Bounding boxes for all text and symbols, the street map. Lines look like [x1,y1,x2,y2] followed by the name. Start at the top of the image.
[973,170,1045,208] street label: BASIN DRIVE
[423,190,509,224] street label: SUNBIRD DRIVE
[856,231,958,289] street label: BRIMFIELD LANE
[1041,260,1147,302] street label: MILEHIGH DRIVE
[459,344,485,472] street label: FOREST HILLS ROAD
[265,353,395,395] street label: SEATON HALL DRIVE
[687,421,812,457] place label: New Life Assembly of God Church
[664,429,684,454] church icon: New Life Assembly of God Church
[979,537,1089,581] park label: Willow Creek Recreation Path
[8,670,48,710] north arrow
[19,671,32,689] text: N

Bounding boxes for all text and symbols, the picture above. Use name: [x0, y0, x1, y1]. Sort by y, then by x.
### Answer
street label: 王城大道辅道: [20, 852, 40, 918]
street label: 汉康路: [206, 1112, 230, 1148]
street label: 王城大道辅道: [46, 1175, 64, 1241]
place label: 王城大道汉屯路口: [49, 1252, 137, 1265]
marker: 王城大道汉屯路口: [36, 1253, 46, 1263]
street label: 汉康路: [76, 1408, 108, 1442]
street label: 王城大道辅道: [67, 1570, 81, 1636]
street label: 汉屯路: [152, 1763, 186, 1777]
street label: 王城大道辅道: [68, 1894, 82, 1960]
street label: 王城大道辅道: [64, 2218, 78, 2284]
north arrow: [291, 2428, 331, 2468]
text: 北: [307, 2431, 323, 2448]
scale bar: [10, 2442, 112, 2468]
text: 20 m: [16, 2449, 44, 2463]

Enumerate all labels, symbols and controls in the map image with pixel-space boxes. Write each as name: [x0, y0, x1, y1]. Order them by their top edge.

...

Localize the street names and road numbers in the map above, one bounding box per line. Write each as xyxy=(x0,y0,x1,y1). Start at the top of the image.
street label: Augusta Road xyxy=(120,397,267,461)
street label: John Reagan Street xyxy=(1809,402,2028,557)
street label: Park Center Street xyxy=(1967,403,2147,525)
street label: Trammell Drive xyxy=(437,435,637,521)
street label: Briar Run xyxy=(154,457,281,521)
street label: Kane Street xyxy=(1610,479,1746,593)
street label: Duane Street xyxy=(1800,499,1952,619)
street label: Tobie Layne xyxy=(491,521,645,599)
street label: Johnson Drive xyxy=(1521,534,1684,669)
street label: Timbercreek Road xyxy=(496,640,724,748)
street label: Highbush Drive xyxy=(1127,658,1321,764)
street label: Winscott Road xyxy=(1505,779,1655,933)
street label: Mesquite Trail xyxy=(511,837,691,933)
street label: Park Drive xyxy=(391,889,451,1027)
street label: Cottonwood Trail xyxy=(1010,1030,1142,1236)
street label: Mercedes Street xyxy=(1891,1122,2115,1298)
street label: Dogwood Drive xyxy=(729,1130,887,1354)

TO DO: Among the records above, a stretch begins at the line containing "Bounding boxes for all text and symbols, the picture" and ends at the line containing "Enumerate all labels, symbols". Restate that stretch word for word, and nothing else.

PROBLEM SOLUTION:
Bounding boxes for all text and symbols, the picture above. Use name: [x0, y0, x1, y1]. Sort by y, then by x.
### Answer
street label: 王城大道辅道: [20, 852, 40, 918]
street label: 汉康路: [206, 1112, 230, 1148]
street label: 王城大道辅道: [46, 1175, 64, 1241]
place label: 王城大道汉屯路口: [49, 1252, 137, 1265]
marker: 王城大道汉屯路口: [36, 1253, 46, 1263]
street label: 汉康路: [76, 1408, 108, 1442]
street label: 王城大道辅道: [67, 1570, 81, 1636]
street label: 汉屯路: [152, 1763, 186, 1777]
street label: 王城大道辅道: [68, 1894, 82, 1960]
street label: 王城大道辅道: [64, 2218, 78, 2284]
north arrow: [291, 2428, 331, 2468]
text: 北: [307, 2431, 323, 2448]
scale bar: [10, 2442, 112, 2468]
text: 20 m: [16, 2449, 44, 2463]

Enumerate all labels, symbols and controls in the map image with pixel-space boxes. Write each as name: [x0, y0, x1, y1]. Order them by their top edge.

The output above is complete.